Columbia January 1852.

San Francisco: Pollard & Britton’s Lith, 1852. Lithograph, 10.5” x 15.5”, backed with Japanese tissue. Original owner’s manuscript annotations. CONDITION: Good, old folds, now flattened; modest foxing and toning, small area of restoration in upper right corner.

An unusually large and very scarce California pictorial letter-sheet view of the mining town of Columbia.
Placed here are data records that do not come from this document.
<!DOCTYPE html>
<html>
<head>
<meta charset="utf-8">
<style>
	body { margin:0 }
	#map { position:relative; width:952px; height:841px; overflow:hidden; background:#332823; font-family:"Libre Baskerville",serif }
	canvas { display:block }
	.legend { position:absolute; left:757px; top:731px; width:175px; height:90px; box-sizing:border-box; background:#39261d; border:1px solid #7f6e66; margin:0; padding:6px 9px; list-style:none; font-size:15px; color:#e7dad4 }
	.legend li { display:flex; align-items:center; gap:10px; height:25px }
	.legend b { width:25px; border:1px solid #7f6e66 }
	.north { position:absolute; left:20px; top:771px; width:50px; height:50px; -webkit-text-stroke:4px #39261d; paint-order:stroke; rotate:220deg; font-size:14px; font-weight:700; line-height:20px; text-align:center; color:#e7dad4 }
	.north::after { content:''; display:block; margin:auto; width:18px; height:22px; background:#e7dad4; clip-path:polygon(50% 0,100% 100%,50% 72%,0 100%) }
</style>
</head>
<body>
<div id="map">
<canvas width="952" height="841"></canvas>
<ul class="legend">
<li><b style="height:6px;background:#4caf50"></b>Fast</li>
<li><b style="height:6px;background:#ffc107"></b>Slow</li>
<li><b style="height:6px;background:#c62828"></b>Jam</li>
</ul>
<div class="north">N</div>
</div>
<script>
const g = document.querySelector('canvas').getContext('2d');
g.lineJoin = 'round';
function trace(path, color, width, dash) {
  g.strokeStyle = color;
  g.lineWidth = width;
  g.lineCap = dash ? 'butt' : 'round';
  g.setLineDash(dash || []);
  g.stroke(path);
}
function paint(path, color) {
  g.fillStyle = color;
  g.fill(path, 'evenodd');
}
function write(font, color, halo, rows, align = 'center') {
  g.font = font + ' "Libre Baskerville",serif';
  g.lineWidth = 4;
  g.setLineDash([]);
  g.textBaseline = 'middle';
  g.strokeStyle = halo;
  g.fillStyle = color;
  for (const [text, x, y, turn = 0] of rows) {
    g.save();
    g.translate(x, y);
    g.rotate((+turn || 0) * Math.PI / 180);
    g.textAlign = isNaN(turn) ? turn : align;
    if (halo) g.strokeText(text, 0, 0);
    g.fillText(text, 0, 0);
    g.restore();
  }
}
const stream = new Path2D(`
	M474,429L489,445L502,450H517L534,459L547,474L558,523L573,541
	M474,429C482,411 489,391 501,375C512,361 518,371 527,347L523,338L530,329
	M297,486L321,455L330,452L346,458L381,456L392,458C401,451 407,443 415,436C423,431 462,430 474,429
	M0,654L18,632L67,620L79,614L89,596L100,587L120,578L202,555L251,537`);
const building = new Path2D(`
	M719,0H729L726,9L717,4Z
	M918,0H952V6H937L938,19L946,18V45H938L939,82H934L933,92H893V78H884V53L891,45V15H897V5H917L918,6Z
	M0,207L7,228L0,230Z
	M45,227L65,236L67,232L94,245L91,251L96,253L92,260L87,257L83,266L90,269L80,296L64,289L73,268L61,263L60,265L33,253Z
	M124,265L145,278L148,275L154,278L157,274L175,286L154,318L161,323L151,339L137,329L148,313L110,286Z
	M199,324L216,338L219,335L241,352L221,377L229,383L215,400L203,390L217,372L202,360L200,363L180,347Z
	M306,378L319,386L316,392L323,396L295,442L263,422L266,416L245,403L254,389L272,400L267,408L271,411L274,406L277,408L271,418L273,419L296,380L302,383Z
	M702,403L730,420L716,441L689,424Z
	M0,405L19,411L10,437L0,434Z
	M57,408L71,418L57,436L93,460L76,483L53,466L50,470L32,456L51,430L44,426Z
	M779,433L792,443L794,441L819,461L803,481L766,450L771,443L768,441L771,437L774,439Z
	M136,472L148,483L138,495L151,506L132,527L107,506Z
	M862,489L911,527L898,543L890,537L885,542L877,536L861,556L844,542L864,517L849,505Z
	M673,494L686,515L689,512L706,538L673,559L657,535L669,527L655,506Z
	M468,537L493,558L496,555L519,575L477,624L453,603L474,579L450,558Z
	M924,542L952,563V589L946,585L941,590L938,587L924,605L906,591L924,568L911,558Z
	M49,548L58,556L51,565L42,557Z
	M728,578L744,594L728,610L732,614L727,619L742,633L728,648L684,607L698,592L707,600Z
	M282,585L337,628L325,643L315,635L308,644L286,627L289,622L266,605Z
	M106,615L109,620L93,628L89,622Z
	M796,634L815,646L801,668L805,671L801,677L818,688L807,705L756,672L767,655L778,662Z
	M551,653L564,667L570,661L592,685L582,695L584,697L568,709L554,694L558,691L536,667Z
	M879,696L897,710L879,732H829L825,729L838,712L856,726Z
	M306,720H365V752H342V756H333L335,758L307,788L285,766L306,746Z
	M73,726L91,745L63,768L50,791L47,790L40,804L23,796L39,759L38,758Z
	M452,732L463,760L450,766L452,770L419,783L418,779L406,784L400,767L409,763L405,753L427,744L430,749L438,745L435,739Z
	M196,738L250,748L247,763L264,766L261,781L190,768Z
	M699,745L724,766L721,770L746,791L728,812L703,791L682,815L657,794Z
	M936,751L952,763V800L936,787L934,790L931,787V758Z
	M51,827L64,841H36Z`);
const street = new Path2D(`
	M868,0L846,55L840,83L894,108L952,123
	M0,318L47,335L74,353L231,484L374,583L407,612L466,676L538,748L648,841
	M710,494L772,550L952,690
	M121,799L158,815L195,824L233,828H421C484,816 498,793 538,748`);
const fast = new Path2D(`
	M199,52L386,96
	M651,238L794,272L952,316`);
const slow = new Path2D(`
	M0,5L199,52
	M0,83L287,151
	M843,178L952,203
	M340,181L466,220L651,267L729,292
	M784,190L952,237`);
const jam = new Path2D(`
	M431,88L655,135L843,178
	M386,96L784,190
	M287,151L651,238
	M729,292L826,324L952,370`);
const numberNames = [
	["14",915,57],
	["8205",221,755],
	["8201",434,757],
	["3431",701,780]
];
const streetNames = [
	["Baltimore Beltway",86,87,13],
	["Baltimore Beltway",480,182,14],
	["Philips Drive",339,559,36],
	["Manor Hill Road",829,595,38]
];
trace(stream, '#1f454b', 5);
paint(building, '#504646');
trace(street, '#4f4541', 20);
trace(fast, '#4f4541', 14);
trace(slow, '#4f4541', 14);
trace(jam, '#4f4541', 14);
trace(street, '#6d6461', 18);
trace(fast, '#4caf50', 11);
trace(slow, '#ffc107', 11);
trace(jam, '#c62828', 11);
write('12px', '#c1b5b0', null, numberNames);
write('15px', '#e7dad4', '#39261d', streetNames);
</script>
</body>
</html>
An artist, architect and civil engineer, George Henry Goddard (1817–1906) left his native England in April 1850 to seek his fortune in California, arriving in San Francisco aboard the Diana in October of that year. Unsuccessful in his attempt to gain employment with John C. Fremont in Mariposa, Goddard then tried his hand at mining in the region. “But although he had failed to find gold or employment, he had made drawings of the Mariposa region, and these he took with him when he returned to San Francisco. Soon Goddard was off again to the mining country, this time to Columbia in Tuolumne County…Columbia in that year, according to Edna Bryan Buckbee, consisted of ‘forty saloons and gambling halls, a long thoroughfare flanked on both sides by fandango and hurdy-gurdy houses, three theatres, including a Chinese playhouse.’…Goddard remained in the Columbia-Sonora area through most of 1852 and 1853. He continued to make sketches of the gold region, and in 1852 wrote to his brother of his aspiration to have his views of Sonora and Columbia published. The hope was eventually realized [later that year]” (Shumate, p. 2).
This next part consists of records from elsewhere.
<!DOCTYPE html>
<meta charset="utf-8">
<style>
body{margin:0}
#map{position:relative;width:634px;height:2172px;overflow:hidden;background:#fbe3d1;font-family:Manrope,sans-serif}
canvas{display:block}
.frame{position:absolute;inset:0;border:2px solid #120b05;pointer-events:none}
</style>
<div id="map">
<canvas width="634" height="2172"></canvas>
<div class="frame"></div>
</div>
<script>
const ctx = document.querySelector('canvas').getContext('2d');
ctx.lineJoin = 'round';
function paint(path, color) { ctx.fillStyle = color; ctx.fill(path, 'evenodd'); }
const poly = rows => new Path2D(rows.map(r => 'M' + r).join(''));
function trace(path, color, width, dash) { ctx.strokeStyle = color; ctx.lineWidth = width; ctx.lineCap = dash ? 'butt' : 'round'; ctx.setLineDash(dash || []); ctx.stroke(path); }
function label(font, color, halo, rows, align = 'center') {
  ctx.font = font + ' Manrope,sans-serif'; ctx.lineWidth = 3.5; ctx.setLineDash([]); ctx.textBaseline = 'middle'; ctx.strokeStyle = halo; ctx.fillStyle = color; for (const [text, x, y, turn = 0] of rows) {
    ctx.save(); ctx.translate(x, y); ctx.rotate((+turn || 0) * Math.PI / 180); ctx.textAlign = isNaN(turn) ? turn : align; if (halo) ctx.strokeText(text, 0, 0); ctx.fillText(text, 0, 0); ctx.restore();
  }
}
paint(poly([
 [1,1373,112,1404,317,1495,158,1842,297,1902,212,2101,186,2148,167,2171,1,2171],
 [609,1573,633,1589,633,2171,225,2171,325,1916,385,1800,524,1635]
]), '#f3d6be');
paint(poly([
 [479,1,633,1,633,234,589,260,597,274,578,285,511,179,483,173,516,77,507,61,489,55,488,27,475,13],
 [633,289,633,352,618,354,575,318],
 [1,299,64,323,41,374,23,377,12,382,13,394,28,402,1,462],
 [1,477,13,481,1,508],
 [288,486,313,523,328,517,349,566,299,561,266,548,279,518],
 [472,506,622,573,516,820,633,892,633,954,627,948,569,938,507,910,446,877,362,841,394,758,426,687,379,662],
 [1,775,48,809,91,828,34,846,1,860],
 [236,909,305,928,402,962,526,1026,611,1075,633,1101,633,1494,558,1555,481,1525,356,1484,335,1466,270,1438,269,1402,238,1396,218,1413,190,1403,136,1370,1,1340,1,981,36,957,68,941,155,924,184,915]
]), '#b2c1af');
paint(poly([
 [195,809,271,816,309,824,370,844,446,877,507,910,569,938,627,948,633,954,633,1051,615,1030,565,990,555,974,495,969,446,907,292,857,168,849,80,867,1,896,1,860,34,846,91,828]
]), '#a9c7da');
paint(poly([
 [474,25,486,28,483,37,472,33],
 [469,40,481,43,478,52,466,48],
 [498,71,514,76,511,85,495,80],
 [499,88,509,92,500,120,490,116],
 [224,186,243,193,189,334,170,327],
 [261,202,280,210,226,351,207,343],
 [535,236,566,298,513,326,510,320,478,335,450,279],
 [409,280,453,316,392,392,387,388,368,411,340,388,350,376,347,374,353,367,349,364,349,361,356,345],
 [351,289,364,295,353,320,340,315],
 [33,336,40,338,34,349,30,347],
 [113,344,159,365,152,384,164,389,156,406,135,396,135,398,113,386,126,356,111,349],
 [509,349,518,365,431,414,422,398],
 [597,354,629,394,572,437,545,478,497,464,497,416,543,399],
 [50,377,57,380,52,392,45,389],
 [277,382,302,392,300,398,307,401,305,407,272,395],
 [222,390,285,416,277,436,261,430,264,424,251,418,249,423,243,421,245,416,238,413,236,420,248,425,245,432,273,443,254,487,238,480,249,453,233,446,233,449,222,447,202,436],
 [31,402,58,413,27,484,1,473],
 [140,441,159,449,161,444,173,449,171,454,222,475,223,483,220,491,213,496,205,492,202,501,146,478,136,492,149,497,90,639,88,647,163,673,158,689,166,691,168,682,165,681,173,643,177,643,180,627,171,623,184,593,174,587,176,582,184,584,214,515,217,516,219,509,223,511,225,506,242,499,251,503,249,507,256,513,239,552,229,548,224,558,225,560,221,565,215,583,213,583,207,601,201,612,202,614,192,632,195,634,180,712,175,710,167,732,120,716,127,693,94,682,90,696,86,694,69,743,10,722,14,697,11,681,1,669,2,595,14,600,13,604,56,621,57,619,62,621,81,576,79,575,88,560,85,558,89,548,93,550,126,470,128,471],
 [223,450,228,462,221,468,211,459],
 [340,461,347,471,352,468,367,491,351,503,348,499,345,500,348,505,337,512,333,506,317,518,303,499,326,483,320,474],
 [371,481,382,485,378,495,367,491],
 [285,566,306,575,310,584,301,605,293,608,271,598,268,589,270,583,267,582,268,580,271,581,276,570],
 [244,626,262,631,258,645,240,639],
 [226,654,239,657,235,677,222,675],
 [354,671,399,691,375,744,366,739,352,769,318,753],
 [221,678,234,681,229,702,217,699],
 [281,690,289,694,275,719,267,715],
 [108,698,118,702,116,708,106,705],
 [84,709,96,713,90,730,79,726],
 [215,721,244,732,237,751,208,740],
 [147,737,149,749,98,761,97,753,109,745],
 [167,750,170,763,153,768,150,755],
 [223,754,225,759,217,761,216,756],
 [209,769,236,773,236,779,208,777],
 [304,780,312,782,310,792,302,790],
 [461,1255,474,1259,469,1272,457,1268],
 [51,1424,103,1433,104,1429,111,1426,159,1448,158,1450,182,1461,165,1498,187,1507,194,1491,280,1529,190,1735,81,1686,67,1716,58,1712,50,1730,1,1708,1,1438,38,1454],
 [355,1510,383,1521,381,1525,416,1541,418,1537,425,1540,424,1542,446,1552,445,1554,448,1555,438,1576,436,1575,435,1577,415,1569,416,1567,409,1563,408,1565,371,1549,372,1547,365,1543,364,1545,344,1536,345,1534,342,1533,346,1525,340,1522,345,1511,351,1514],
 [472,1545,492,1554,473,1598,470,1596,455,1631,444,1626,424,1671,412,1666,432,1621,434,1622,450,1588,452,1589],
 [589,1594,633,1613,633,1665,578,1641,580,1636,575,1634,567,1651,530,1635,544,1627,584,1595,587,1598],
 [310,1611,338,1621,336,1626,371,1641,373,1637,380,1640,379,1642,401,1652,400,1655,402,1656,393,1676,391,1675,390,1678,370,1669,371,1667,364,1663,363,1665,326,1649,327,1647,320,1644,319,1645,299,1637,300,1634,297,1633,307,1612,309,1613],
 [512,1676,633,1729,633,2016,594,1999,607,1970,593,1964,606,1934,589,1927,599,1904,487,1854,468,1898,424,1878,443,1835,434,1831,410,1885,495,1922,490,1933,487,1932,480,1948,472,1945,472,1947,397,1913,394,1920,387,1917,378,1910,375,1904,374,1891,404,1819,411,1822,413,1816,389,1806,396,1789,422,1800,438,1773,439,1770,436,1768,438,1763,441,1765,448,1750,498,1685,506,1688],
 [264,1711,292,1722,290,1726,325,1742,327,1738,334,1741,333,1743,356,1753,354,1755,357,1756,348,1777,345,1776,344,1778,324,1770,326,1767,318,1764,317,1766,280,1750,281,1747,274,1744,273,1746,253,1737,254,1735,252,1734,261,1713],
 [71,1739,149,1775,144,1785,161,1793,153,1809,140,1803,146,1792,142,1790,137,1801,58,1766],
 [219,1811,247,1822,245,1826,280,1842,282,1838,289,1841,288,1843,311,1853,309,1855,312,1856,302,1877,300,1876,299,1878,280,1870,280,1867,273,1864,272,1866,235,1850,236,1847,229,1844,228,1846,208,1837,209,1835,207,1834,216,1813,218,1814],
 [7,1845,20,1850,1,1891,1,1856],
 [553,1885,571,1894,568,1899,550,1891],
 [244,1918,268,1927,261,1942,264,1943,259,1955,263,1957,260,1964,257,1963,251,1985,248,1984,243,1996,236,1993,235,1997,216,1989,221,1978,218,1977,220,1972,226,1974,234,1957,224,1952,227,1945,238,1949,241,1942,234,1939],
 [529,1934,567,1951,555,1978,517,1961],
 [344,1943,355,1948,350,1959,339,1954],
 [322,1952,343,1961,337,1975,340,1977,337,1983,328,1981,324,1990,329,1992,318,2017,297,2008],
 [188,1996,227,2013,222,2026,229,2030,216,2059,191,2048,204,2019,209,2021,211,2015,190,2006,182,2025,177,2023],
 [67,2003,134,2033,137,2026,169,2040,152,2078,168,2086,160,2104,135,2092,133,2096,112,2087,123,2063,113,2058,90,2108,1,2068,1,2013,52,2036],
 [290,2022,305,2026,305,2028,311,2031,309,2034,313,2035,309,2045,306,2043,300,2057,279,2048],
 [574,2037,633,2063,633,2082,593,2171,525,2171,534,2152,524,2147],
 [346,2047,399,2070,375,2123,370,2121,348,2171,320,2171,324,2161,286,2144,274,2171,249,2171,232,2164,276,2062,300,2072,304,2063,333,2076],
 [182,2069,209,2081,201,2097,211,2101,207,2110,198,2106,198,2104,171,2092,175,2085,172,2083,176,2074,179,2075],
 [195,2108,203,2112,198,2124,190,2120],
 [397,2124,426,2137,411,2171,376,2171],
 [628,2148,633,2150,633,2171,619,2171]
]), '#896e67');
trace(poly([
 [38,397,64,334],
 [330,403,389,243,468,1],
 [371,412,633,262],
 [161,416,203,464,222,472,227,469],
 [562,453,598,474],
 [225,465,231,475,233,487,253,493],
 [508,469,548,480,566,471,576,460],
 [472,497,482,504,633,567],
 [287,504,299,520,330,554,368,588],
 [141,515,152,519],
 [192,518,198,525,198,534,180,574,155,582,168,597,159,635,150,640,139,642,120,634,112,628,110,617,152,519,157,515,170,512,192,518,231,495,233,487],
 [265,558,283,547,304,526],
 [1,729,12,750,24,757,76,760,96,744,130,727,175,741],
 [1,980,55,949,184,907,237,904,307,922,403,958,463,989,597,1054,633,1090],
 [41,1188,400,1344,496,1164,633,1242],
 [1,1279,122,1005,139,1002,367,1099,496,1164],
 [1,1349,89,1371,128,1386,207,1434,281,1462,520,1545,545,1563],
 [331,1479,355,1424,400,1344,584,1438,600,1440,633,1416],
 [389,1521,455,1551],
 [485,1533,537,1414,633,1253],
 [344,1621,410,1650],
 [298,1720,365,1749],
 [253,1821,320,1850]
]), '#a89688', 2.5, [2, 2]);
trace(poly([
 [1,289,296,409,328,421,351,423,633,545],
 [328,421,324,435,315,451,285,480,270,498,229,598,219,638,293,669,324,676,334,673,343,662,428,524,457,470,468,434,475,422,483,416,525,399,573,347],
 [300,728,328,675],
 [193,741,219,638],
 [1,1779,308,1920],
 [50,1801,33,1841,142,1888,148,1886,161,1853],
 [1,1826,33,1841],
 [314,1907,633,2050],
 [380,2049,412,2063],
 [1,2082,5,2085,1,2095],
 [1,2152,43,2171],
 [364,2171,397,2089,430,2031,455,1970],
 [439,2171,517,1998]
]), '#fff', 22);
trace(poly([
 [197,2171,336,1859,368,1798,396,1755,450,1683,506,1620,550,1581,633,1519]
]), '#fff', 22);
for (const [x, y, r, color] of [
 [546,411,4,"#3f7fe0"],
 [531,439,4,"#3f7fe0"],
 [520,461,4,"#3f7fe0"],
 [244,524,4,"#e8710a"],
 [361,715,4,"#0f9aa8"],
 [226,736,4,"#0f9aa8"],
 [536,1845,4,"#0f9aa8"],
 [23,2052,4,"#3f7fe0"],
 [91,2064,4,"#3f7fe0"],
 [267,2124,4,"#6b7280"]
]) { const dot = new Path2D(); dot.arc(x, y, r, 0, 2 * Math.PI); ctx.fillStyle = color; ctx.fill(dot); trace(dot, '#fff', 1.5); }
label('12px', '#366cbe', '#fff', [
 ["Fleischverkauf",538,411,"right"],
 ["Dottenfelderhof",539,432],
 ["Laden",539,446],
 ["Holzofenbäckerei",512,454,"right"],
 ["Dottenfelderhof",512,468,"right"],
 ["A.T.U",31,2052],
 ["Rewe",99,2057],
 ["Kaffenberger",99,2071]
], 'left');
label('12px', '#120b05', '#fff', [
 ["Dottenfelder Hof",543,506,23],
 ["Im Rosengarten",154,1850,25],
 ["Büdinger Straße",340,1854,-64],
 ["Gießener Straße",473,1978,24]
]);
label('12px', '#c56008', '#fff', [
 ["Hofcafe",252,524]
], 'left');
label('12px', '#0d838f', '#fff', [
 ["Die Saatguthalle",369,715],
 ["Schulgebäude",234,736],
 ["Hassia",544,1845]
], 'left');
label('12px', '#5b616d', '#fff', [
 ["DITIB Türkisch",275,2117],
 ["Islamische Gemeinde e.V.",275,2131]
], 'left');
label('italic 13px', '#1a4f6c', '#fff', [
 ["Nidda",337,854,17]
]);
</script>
At least seven such views after Goddard’s drawings were lithographed in San Francisco by Pollard & Britton (or its successor Britton and Rey): the present view of Columbia; Sonora, January 1852; Columbia, Stanislaus [i.e., Tuolumne] County [i.e., a second view of Columbia]; Southern Approach to Jamestown; Springfield; Tuolumne; and Campo. They are among the earliest such works to be registered for copyright in California, with the present view, dated March 25, 1852, the tenth work so registered (Greenwood, page 482).
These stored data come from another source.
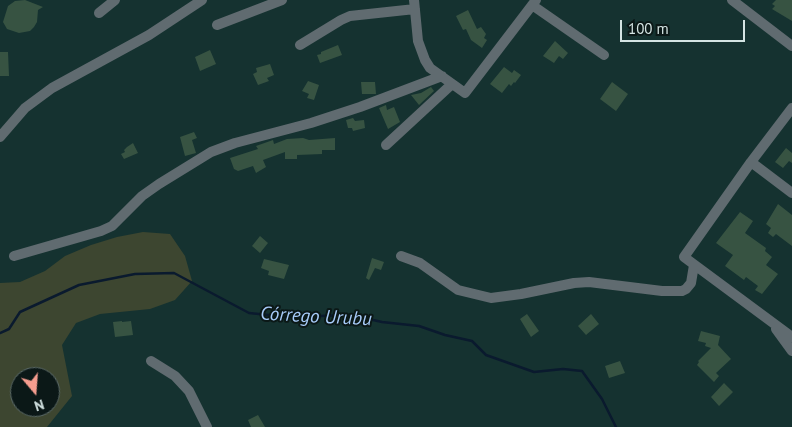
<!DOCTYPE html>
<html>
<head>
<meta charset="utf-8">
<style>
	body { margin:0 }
	#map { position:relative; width:792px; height:427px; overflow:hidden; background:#153230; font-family:"PT Sans",sans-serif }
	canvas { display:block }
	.north { position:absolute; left:10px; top:367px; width:50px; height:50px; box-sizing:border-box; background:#0b1817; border:1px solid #5b6a69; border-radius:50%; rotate:162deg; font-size:14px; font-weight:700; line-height:20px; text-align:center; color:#d4e4e3 }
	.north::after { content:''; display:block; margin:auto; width:18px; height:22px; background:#f59d8f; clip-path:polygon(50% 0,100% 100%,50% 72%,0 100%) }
	.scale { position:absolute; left:620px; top:20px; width:125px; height:22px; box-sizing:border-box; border:2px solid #d4e4e3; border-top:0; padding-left:6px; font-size:15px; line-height:18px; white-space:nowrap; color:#d4e4e3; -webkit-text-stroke:4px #0b1817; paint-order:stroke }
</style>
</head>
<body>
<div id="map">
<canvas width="792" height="427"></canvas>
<div class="north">N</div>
<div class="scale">100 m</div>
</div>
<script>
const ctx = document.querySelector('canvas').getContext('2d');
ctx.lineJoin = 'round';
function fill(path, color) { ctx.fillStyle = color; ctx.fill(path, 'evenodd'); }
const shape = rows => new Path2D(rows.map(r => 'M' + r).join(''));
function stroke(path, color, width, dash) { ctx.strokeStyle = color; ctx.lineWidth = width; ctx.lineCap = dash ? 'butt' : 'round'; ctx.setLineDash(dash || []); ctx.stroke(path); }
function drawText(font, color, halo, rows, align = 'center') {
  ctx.font = font + ' "PT Sans",sans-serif'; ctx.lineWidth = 4; ctx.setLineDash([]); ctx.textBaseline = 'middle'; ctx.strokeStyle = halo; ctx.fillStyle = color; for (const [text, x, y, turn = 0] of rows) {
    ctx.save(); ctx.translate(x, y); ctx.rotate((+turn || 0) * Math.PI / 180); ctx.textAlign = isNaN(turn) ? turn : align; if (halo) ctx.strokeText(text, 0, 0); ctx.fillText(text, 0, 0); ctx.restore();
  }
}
fill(shape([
	[143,232,170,234,185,256,192,281,175,300,150,309,100,314,76,323,62,345,72,396,47,427,0,427,0,283,20,282,45,271,65,256,91,245,117,237],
	[20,377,50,377,50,407,20,407]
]), '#3d4630');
stroke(shape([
	[0,333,9,329,20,312,79,285,135,274,174,273,249,313,288,317,351,315,382,322,419,326,445,335,472,341,486,355,534,372,563,369,582,371,602,399,616,427]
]), '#0a1a2e', 2.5);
fill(shape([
	[25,0,43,7,38,10,37,22,34,27,30,31,19,33,7,29,3,22,8,6,15,1],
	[776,0,792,0,792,21,772,9,775,6,772,4],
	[468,10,477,29,481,27,486,34,484,38,487,40,482,48,471,40,466,29,463,30,456,16],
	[555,41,568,53,563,59,559,56,554,63,543,56],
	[338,45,342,55,320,63,317,55,321,54,321,52],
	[210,50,216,64,200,71,195,57],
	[0,52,8,52,9,76,0,76],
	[270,64,274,75,267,78,269,81,258,85,253,74,257,72,256,68],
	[504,67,512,73,514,70,521,75,515,83,514,82,511,86,509,84,502,93,490,84],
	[308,81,319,85,314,100,307,98,309,94,302,91],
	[361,82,375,82,376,94,362,94],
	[612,82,628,94,616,111,600,99],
	[431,87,434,91,419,105,411,95,421,93],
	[386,105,387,110,394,107,400,122,388,129,379,108],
	[353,118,355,121,364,120,365,128,353,131,352,128,348,128,346,120],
	[194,132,197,138,192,140,196,153,185,156,180,137],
	[303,138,309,140,335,138,335,150,322,150,322,154,297,155,297,159,285,159,285,152,263,160,266,167,256,173,253,166,238,171,234,169,230,158,258,149,256,146,273,140,274,144,287,139],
	[133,143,138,153,124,159,121,154,125,152,124,150,127,147],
	[786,148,792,153,792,163,789,161,783,168,775,162],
	[778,204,792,215,792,246,776,234,773,237,768,233,771,228,766,224],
	[740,212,753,221,745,233,766,248,765,251,772,257,766,265,778,274,762,294,755,290,758,286,746,277,744,280,725,266,733,255,716,243],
	[260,236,268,243,260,253,252,246],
	[372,258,384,262,381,270,375,268,369,280,366,278],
	[264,259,289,265,284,279,268,275,269,271,261,268],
	[527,314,539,331,531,337,520,319],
	[591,314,599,324,586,335,578,326],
	[122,321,122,322,131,321,133,335,115,337,113,322],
	[701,331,720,336,718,345,731,359,716,373,719,376,714,382,697,365,699,362,698,361,711,348,705,346,706,343,698,341],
	[620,361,625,373,609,378,605,366],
	[724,383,733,392,719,406,711,397],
	[258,415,265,427,251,427,248,420]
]), '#375342');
stroke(shape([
	[414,0,418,41,425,60,430,68,465,93,536,0],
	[732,0,792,46],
	[532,5,604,55],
	[99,13,115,0],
	[217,25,282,0],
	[300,45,341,20,350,16,415,9],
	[792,108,751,162,684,257,792,337],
	[0,137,25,108,52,88,149,35,202,0],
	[386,145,452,84],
	[751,162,792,193],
	[14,256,101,231,112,226,142,196,159,184,211,152,235,143,311,123,360,107,442,76],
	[401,256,420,263,458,290,491,298,521,294,574,283,589,282,662,291,682,291,686,289,691,283,694,265],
	[776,329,792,351],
	[151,361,175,376,189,391,207,427]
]), '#606b70', 10);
drawText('italic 19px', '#a7cbf8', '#0b1817', [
	["Córrego Urubu",316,317,3]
]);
</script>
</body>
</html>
“Yet Goddard’s success in having his works published was a mixed one. He wrote his brother Augustus in 1852 that, ‘My views have done me little good. You are aware that in publishing them the stones remained security to the lithographers for the bill of expenses and as they are sold very slowly, the latter seize the stones and published a great lot of copies in lettersheets and selling them at a cheap price have made a good deal of money by it’” (Shumate, p. 3). Given its size (10.5” x 15”), it is hard to imagine this view as a lettersheet. Presumably, Goddard’s views were re-lithographed in lettersheet format (i.e. closer to 8” x 10”) by Britton and Rey to recoup their investment. See Peters, California on Stone, plate 89.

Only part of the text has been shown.